Sceptics believe that using legislation to control it simply does not cut it, as it might be harder than combating online piracy. But while it may be relatively easy one day to automatically detect deepfakes, there are a few problems:

  • It is impossible to stop deepfakes from cropping up again
  • It is difficult to identify the makers of deepfakes

This is why fighting deepfakes must involve the collaboration of the world’s major tech brands. In the past, mobilization for combating online piracy was higher and more effective because it involves the loss of dollars and more parties essentially fight in their own interest.

Other implications

United States, where many new types of crime like identity theft and revenge porn have already been pursued, laws are being actively adjusted to help combat deepfakes.

In addition to updating or creating laws, there is a consensus that big tech companies must step in to support the governments in the fight. For example, it is worth considering shifting the burden of censorship on various tech companies like Facebook.

For instance, Facebook did not decide to remove the deepfake video of Nancy Pelosi although people knew it to be fake. All Facebook did was alert users that the video was fake. But it’s really hard to blame anyone – weighing in on such issues often entails balancing on the brink of censorship and may violate someone’s freedom of speech.

Ethical aspects

The emergence of deepfake technology has corrupted many areas of today’s world but primarily affected journalism. The bleak vision of living in a world where almost everything we see can be fabricated to manipulate our sentiment is becoming real.

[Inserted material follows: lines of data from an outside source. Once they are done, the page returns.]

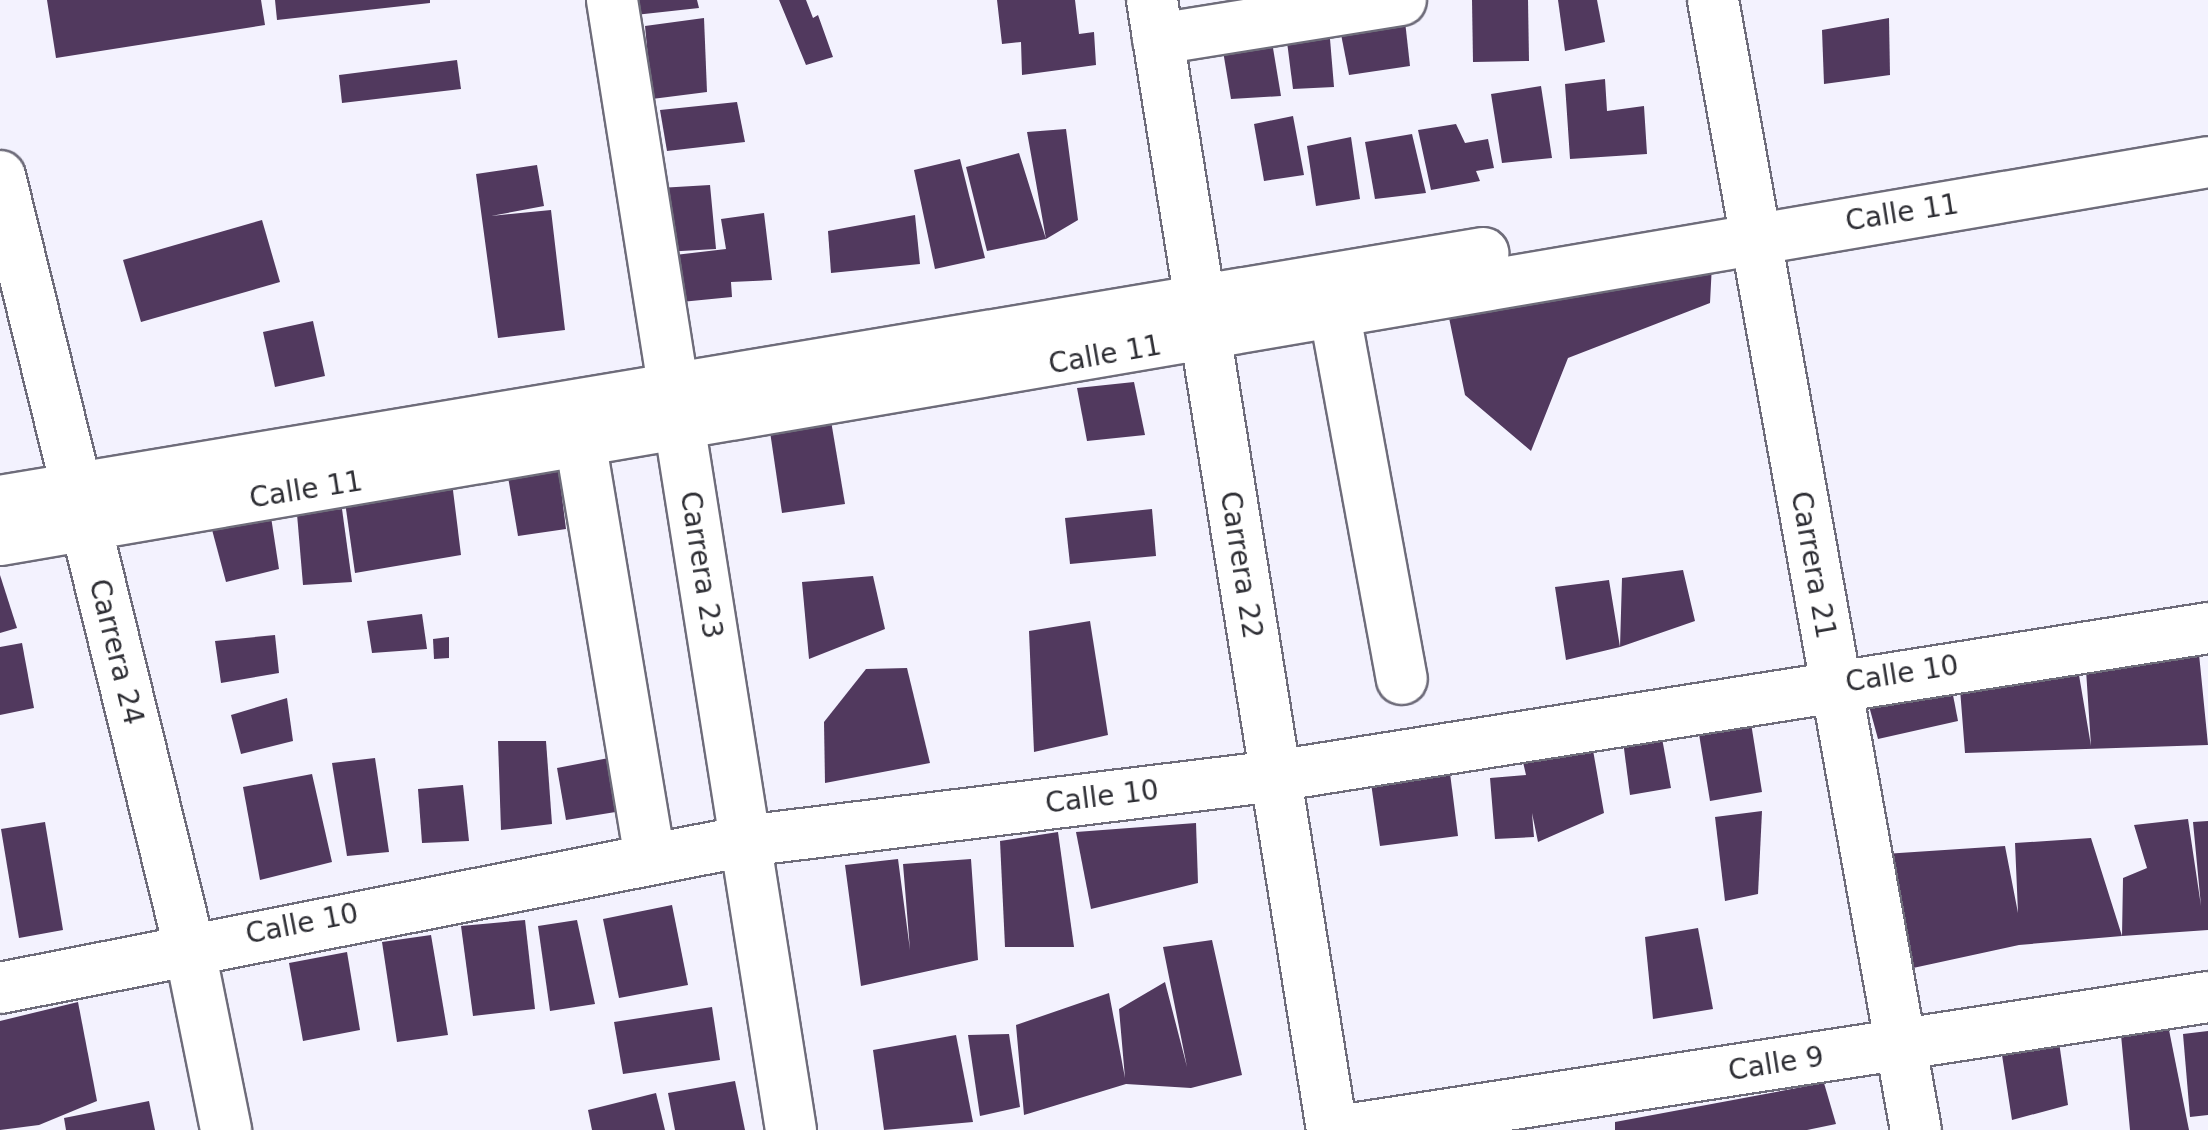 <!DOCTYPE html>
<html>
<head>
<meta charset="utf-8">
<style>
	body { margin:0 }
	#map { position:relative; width:2208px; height:1130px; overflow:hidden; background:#f3f2fe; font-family:"DejaVu Sans",sans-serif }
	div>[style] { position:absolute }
	.building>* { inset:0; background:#51395e }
	.roads { filter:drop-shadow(2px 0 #6e6c7a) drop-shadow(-2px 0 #6e6c7a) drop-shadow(0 2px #6e6c7a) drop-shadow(0 -2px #6e6c7a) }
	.minor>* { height:50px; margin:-25px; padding:0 25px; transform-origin:25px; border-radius:25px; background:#fff }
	span { translate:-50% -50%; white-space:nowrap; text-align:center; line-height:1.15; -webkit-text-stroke:10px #fff; paint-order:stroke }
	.street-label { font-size:28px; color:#2e2e34 }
</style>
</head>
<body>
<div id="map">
	<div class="building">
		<i style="clip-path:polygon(47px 0,261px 0,265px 25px,56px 58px)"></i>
		<i style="clip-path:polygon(275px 0,430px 0,430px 3px,277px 20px)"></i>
		<i style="clip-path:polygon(633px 0,697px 0,699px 8px,635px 15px)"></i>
		<i style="clip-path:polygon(779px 0,806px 0,813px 18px,818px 15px,833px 57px,806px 65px)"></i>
		<i style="clip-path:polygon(997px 0,1075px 0,1079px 34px,1094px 32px,1096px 65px,1022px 75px,1021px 42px,1002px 44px)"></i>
		<i style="clip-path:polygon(1472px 0,1528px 0,1529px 61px,1473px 62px)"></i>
		<i style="clip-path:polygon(1558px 0,1597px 0,1605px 42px,1565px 51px)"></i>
		<i style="clip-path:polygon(1404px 12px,1410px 66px,1349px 75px,1339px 24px)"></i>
		<i style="clip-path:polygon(704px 18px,707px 92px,652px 99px,645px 26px)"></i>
		<i style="clip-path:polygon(1889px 18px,1890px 75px,1824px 84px,1822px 30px)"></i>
		<i style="clip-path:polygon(1329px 27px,1334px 87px,1293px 89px,1286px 34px)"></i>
		<i style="clip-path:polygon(1272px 42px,1281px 96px,1231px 99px,1222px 45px)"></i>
		<i style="clip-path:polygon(457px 60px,461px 89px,342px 103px,339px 75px)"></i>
		<i style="clip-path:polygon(1605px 79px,1607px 111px,1644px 106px,1647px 154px,1570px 159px,1565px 84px)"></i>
		<i style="clip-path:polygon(1541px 86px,1552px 158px,1502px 163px,1491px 94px)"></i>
		<i style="clip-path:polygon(737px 102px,745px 142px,667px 151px,660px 110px)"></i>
		<i style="clip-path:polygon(1293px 116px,1304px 175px,1264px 181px,1254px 124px)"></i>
		<i style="clip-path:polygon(1456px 124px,1465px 143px,1488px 139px,1494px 168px,1476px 171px,1480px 181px,1431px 190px,1418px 130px)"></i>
		<i style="clip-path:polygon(1066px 129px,1078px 220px,1046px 239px,987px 251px,966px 167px,1019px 153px,1046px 239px,1027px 132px)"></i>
		<i style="clip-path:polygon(1412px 134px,1426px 193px,1375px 199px,1365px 142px)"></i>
		<i style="clip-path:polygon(1351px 137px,1360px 199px,1316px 206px,1307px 146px)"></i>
		<i style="clip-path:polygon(960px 159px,985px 258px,935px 269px,914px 170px)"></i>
		<i style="clip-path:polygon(537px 165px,544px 206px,491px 216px,551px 210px,565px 330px,498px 338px,476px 174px)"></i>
		<i style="clip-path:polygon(710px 185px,716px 249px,664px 252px,659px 188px)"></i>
		<i style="clip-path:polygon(764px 213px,772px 280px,731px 282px,732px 297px,681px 302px,675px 255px,726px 249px,721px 219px)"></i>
		<i style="clip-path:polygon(915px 215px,920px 264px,831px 273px,828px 231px)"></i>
		<i style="clip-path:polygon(262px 220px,280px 282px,141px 322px,123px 260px)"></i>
		<i style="clip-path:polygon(1712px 264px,1710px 303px,1568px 358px,1531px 451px,1465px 395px,1448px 313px)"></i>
		<i style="clip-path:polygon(313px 321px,325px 376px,275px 387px,263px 332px)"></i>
		<i style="clip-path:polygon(1134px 382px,1145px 435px,1087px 441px,1077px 388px)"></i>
		<i style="clip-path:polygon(829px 409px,845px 504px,782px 513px,768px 418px)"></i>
		<i style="clip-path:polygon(557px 457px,566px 529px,518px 536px,506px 465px)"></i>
		<i style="clip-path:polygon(451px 474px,461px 555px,355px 573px,345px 502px)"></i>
		<i style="clip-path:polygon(269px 504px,279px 569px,226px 582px,211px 526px)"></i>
		<i style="clip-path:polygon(342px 509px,352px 582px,303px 585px,297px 514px)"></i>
		<i style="clip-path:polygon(1152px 509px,1156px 556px,1070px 564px,1065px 518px)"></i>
		<i style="clip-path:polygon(1683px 570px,1695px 621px,1620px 647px,1566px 660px,1555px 587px,1609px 580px,1620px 647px,1622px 578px)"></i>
		<i style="clip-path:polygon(0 575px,17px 628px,0 633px)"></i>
		<i style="clip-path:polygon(873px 576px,885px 629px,809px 659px,802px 582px)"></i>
		<i style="clip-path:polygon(422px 614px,427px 649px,372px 653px,367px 621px)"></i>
		<i style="clip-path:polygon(1090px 621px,1108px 735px,1034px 752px,1029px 631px)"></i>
		<i style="clip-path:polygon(275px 635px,279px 673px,221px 683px,215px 641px)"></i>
		<i style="clip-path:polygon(449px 637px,449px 658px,434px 659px,433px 639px)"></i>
		<i style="clip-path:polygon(22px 643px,34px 708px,0 715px,0 647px)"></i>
		<i style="clip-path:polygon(2199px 654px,2208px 745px,1965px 753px,1960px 689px,2079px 675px,2091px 746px,2086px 670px)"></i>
		<i style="clip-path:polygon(907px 668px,930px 763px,825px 783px,824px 722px,866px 669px)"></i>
		<i style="clip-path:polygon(1953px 695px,1958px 721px,1878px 739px,1869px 706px)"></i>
		<i style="clip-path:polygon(287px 698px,293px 741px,241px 754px,231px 715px)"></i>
		<i style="clip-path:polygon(1751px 723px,1762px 792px,1710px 801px,1698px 728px)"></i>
		<i style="clip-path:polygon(1662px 738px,1671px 788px,1630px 795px,1623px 741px)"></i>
		<i style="clip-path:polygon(498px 741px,546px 741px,552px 824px,501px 830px)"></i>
		<i style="clip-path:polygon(1593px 750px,1604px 813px,1538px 842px,1532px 813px,1534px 837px,1495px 839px,1490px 778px,1526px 775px,1523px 762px)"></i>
		<i style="clip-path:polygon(619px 756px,628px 810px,566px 820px,557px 768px)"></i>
		<i style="clip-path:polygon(375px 758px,389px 852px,347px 856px,332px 763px)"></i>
		<i style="clip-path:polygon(1450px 773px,1458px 836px,1380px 846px,1371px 783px)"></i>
		<i style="clip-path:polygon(312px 774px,332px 862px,260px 880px,243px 787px)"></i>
		<i style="clip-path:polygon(463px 785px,469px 841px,422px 843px,418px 789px)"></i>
		<i style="clip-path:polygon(1762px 811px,1758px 894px,1725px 901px,1715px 817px)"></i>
		<i style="clip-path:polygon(2188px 819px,2201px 906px,2193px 822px,2208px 821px,2208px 930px,2122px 936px,2123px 878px,2147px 868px,2134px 825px)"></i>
		<i style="clip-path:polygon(45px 822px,63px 930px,19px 938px,1px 829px)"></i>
		<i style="clip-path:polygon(1196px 823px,1198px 883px,1091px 909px,1076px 832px)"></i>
		<i style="clip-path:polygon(1058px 832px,1074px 947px,1005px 947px,1000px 841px)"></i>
		<i style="clip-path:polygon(2091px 838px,2122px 936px,2019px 945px,1890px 973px,1869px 855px,2005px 846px,2018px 913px,2015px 843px)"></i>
		<i style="clip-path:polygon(898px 859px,910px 950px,903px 864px,971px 859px,978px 960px,861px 986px,845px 865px)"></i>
		<i style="clip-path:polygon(672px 905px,688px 985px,619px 998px,603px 919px)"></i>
		<i style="clip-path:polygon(525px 920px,535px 1009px,473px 1016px,461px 926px)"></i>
		<i style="clip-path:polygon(577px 920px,595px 1004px,550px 1011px,538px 926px)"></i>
		<i style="clip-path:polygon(1698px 928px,1713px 1009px,1653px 1019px,1645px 937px)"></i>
		<i style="clip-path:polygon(431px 935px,448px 1035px,397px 1042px,382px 942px)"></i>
		<i style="clip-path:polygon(1212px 940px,1242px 1075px,1191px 1088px,1126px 1084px,1024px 1115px,1016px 1025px,1109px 993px,1125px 1078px,1119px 1009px,1165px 982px,1187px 1067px,1163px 947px)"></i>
		<i style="clip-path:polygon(347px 952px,360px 1030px,303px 1041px,289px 963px)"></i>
		<i style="clip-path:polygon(78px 1002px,97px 1101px,39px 1125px,0 1130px,0 1021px)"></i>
		<i style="clip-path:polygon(712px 1007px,720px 1060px,623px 1074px,614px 1022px)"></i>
		<i style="clip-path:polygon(2169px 1030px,2189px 1130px,2130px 1130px,2121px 1035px)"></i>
		<i style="clip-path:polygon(2208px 1031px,2208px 1115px,2190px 1117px,2183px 1034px)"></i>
		<i style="clip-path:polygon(1009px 1034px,1020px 1107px,980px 1116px,968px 1035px)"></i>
		<i style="clip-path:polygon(956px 1035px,973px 1122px,884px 1130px,873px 1050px)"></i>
		<i style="clip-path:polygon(2058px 1035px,2068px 1105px,2012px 1120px,2000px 1042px)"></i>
		<i style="clip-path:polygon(735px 1081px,745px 1130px,675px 1130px,668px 1093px)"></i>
		<i style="clip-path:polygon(1824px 1083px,1836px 1124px,1807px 1130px,1615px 1130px,1615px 1122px)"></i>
		<i style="clip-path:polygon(656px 1093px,665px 1130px,592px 1130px,588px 1110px)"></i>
		<i style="clip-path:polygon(149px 1101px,155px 1130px,66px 1130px,64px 1118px)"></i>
	</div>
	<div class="roads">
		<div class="minor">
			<i style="left:612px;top:0;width:1144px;rotate:81deg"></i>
			<i style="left:1152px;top:0;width:1144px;rotate:80.95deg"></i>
			<i style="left:1713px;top:0;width:1148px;rotate:79.82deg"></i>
			<i style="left:1158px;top:39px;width:246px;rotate:-9.1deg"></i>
			<i style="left:0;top:176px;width:793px;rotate:76.21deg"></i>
			<i style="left:189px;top:946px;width:188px;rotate:78.6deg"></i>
			<i style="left:1335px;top:315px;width:370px;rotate:79.6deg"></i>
			<i style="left:581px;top:446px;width:417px;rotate:80.5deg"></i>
			<i style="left:0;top:501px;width:1504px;rotate:-9.49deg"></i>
			<i style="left:0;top:540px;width:2240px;rotate:-9.71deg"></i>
			<i style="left:0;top:988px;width:759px;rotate:-11.16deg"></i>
			<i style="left:745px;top:841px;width:534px;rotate:-6.99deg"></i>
			<i style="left:1275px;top:776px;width:945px;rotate:-9.01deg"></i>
			<i style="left:1345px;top:1130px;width:873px;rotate:-8.76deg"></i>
		</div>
	</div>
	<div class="street-label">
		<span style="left:1902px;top:213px;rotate:-9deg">Calle 11</span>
		<span style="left:1105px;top:355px;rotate:-10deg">Calle 11</span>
		<span style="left:306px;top:490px;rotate:-9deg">Calle 11</span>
		<span style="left:701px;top:565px;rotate:81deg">Carrera 23</span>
		<span style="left:1241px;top:565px;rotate:81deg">Carrera 22</span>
		<span style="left:1813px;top:565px;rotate:80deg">Carrera 21</span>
		<span style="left:116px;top:652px;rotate:76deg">Carrera 24</span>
		<span style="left:1902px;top:674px;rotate:-9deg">Calle 10</span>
		<span style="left:1102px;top:797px;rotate:-7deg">Calle 10</span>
		<span style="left:302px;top:924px;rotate:-11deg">Calle 10</span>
		<span style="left:1776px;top:1064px;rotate:-9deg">Calle 9</span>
	</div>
</div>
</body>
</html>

Deepfakes, while an impressive feat of today’s technology, are on the verge of becoming the number one threat to truth and – by extension – democracy. Because deepfakes will make it easier to manipulate facts, they can further radicalize political views as opposing camps can fabricate fake news and manipulate the public sentiment. Without proper measures to identify and curtail deepfakes, audiovisual disinformation will spread, putting societies at risk of devaluation of trust and truth.